Von Gefängnis bis Feuerspritze –
Die Bedeutung des Heimbrüggentors am Burghof Mengede

Historischer Standort


Vor dem heutigen „Burghof“, nahe der Umflut,
herrschte zumindest seit Ende des Mittelalters reges Treiben, denn unmittelbar vor dem Haus lag das „Heimbrüggentor“ (erstmalige Erwähnung 1440, auch Heimbrüggentor genannt), das man passieren musste, um in den Ort Mengede zu gelangen.

Im Torgebäude war gleichzeitig das Gefängnis untergebracht. Außerdem enthielt es einen weiteren Raum für die Feuerspritze und die Feuereimer. 1819 verkaufte die Gemeinde den südlichen Teil an Georg Keinhörster, der diesen 1820 abbrechen ließ. Der nördliche Teil wurde von Adolf Schmidt noch eine Reihe von Jahren als Backkammer genutzt.

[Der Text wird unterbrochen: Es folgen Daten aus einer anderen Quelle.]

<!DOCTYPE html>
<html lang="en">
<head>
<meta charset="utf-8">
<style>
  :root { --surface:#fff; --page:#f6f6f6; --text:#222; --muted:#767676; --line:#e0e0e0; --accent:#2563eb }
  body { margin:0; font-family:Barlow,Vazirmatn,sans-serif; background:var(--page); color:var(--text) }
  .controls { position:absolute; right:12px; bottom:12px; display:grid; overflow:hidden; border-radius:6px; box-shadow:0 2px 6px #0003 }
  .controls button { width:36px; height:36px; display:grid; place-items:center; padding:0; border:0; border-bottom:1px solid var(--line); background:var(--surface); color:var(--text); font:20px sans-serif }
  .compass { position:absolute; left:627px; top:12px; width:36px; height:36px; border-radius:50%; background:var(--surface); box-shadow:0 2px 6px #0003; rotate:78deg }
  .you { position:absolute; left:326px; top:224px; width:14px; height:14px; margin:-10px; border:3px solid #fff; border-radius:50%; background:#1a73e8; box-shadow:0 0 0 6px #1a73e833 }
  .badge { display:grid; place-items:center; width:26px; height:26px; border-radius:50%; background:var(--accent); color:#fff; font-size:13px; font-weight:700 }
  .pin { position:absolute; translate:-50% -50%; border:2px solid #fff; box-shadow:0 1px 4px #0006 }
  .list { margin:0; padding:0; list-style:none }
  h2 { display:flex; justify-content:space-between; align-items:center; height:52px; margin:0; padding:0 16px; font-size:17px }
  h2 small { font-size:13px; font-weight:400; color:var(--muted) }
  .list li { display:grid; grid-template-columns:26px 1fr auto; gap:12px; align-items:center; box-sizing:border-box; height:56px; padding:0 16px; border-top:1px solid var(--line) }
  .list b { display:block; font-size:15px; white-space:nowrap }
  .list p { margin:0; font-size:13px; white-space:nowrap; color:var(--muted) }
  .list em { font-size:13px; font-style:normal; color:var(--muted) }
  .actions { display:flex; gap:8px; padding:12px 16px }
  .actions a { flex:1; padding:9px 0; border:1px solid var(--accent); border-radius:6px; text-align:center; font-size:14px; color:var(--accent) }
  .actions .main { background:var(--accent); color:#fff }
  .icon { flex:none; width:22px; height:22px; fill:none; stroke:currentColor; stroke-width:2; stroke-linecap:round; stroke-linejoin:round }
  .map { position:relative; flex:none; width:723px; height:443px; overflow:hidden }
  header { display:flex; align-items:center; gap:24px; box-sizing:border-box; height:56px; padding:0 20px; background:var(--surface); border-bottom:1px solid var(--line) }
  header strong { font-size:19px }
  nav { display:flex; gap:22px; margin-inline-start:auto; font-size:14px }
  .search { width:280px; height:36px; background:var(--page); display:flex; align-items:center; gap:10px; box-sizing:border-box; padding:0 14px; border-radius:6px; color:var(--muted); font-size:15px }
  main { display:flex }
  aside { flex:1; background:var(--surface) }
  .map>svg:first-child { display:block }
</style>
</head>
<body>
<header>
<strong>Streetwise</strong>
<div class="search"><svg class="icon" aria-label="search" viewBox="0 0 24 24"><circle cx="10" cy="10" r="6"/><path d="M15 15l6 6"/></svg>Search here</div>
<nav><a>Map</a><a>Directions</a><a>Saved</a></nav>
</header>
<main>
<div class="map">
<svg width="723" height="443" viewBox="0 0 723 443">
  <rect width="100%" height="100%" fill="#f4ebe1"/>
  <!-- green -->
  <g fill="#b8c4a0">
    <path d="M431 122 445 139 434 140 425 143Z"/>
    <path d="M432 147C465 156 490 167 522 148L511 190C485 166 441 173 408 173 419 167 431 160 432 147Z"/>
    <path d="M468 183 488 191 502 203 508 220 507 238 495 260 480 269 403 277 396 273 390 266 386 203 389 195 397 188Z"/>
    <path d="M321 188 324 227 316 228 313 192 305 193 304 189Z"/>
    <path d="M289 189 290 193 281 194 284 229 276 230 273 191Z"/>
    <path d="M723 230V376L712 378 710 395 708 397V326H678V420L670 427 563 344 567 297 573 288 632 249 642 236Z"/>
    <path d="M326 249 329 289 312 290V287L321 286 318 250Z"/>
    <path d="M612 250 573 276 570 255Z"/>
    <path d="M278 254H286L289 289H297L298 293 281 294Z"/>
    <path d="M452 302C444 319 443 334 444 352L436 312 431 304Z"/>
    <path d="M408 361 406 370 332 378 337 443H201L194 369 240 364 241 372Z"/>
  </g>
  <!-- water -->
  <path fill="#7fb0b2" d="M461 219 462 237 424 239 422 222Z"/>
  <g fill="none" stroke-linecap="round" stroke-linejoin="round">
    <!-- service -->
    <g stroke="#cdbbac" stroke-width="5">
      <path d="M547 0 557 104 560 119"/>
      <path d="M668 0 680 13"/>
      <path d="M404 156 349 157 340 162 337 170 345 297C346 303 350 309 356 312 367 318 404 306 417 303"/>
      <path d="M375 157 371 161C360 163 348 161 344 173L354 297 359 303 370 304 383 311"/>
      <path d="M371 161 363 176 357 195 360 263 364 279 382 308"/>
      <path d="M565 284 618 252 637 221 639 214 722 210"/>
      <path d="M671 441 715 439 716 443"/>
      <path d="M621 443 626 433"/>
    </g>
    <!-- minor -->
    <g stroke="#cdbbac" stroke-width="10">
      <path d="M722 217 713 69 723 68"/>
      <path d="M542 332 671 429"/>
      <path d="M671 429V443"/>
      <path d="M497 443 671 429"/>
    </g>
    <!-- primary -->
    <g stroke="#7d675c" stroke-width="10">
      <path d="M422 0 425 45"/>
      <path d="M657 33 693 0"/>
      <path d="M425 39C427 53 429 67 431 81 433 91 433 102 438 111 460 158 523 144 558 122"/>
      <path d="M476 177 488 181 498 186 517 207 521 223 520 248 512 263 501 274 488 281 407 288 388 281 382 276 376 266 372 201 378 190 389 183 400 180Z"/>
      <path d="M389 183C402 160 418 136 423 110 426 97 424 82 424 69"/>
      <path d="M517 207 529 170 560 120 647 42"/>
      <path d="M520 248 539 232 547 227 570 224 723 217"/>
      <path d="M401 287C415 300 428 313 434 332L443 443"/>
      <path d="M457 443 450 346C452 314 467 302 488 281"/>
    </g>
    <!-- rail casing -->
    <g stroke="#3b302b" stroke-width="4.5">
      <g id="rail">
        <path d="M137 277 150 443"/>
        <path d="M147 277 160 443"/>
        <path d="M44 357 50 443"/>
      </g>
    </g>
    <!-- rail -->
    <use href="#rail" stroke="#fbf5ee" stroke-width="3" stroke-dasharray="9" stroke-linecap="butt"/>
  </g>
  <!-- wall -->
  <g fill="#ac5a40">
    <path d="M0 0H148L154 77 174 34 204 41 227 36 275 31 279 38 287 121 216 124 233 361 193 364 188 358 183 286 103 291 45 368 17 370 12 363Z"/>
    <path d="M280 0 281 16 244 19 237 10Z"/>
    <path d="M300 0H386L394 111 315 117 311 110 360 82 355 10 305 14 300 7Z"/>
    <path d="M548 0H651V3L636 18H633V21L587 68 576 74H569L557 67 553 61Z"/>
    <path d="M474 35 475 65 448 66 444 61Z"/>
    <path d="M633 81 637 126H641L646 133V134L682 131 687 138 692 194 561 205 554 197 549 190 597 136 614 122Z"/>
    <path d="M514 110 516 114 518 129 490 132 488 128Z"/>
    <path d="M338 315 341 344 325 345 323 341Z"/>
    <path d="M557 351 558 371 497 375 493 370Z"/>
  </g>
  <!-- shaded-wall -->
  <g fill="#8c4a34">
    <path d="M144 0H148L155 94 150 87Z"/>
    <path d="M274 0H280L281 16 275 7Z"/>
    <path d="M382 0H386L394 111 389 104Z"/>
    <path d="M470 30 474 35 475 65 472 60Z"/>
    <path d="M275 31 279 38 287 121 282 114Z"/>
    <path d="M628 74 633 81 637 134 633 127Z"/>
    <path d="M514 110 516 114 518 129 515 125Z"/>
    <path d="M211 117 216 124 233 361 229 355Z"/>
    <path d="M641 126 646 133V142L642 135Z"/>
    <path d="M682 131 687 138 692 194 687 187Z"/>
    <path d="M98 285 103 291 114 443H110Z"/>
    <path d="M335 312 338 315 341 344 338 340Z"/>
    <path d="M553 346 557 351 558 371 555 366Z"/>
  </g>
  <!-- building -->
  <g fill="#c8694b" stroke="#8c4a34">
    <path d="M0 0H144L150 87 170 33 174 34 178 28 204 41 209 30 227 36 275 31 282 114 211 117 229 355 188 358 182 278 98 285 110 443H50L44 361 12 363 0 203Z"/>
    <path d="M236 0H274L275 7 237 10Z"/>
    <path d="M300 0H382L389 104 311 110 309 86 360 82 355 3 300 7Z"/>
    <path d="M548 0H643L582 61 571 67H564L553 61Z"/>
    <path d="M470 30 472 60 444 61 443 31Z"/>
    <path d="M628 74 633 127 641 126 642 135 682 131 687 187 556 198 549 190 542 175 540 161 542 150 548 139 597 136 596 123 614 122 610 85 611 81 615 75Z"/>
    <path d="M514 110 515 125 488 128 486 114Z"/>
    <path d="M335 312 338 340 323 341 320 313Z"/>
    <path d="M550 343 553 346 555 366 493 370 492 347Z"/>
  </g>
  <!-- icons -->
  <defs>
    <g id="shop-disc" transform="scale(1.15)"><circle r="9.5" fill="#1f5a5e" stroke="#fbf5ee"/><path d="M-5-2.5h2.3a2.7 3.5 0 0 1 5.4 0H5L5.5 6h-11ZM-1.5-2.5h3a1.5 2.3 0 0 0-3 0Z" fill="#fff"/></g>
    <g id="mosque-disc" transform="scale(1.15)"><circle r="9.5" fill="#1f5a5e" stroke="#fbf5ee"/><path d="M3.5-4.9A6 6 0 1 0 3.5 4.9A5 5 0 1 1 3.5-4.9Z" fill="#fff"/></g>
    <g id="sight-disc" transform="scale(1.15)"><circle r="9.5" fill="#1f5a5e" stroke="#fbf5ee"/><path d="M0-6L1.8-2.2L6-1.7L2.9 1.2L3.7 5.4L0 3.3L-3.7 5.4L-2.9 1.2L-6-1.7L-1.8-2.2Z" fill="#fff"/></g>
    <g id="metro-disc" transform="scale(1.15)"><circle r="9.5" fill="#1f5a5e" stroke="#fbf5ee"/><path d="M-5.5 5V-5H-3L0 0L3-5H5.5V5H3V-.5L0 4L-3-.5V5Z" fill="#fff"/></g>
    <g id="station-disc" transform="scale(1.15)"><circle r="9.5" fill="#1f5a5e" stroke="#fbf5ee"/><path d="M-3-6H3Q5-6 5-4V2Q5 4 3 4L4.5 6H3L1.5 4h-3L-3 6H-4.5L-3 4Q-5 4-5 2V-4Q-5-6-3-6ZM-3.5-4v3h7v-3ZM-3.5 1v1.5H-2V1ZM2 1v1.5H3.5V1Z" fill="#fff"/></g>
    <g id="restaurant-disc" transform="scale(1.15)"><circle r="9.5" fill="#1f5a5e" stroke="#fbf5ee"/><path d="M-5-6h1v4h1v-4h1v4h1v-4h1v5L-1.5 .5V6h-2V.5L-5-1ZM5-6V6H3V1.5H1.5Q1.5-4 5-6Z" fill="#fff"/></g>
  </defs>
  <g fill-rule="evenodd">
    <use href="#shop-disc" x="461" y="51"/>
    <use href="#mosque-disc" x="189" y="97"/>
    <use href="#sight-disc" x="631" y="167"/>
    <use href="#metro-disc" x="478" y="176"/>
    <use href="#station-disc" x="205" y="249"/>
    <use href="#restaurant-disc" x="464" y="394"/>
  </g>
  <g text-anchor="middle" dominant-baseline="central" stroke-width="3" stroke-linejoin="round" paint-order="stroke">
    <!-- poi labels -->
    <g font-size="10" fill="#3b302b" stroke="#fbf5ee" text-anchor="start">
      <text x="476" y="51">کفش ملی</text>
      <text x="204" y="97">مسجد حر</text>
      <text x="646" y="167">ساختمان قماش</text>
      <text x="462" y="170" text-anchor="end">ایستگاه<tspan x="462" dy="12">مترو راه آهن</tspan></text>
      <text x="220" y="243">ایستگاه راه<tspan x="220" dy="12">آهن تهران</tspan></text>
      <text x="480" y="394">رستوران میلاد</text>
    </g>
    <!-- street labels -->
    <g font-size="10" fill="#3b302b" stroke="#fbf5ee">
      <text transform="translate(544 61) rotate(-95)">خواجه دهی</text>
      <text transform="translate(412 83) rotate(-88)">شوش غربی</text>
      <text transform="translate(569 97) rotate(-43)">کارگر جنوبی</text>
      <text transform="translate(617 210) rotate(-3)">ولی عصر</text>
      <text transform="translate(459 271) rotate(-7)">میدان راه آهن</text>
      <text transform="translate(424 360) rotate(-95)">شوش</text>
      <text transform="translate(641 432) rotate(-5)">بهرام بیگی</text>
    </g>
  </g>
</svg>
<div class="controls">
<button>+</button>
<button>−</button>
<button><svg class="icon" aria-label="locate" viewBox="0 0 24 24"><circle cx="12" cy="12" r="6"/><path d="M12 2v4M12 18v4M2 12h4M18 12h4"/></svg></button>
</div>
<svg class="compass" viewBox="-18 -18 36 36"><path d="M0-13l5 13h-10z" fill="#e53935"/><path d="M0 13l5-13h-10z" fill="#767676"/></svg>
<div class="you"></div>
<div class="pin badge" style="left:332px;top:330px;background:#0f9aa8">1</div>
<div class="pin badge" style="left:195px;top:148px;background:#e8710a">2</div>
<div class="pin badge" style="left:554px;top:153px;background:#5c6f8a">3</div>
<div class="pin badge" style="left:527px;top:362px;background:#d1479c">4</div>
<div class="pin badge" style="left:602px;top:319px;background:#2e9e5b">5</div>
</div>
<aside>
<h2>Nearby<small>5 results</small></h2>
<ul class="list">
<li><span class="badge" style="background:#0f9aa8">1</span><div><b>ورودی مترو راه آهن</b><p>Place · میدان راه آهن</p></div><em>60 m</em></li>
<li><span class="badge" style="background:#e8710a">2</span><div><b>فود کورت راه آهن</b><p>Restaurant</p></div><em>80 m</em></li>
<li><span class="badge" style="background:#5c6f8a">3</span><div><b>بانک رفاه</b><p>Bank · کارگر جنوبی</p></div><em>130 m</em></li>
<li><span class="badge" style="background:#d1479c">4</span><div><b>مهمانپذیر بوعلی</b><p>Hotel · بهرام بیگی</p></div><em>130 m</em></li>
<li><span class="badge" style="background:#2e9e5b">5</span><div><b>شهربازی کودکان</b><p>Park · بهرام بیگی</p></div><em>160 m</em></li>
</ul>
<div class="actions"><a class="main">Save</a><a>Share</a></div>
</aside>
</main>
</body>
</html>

An dieser Stelle führte eine Brücke (die „Heimbrügge“) über die Emscherumflut, neben dem Tor eine Befestigungseinrichtung in alter Zeit, in den Ortskern hinein. Obwohl das Tor schon längst seinen ursprünglichen Sinn als Befestigungsanlage verloren hatte, wurde hier noch bis zum 1. Oktober 1899 ein Wegegeld für das Passieren mit Fuhrwerken und Tieren erhoben. Die vor dem Grundstück von der Emscher gespeiste Umflut verschwand im Zuge der Emscher Regulierung zwischen 1912 uns 1915.

Ein Gemälde – nach den Erzählungen eines Bürgers erstellt – lässt erahnen, welch idyllische Ecke der Standort zu Zeiten der sauberen Emscher gewesen sein muss.

Geblieben über drei Jahrhunderte ist aber eins:

ein Haus der Gastlichkeit, das Restaurant „Burghof“.

 

Eigentumsverhältnisse

Bereits 1604 war Voreigentümer Raulf grundsteuerpflichtig gegenüber dem Haus Mengede. Auf der ersten heute bekannten Liste mit eingetragenen Berufsbezeichnungen von 1705 wird der nachfolgende Eigentümer Westerhoff als Wirt aufgeführt. Seit mehr als 300 Jahren lädt danach ein Wirt im Burghof zur Einkehr und zum gemütlichen Tropfen ein.



Heinrich Westerholt kam durch Heirat in den Besitz der Familie Raulf und von ihm erwarb Adolf Schmidt 1875 Grundstück und Gebäude und wieder durch Heirat wurde die Familie Stein 1912 Eigentümer. Zunächst 1912 Louis Stein, der auf dem Nachbargrundstück auch Inhaber einer Kupferschmiede war, die später von Dr. Heinrich Köster betrieben wurde. Nach dem Tod von Louis Stein blieb das Eigentum in der Familie. Nach Kriegsende über nahm Heinz Stein die Gaststätte. Der gelernte Koch und Küchenmeister, der als Smutje zur See gefahren und bis Indien gekommen war, ehe die Malaria seine SeefahrerKarriere beendete, bot im Burghof fortan auch Speisen an.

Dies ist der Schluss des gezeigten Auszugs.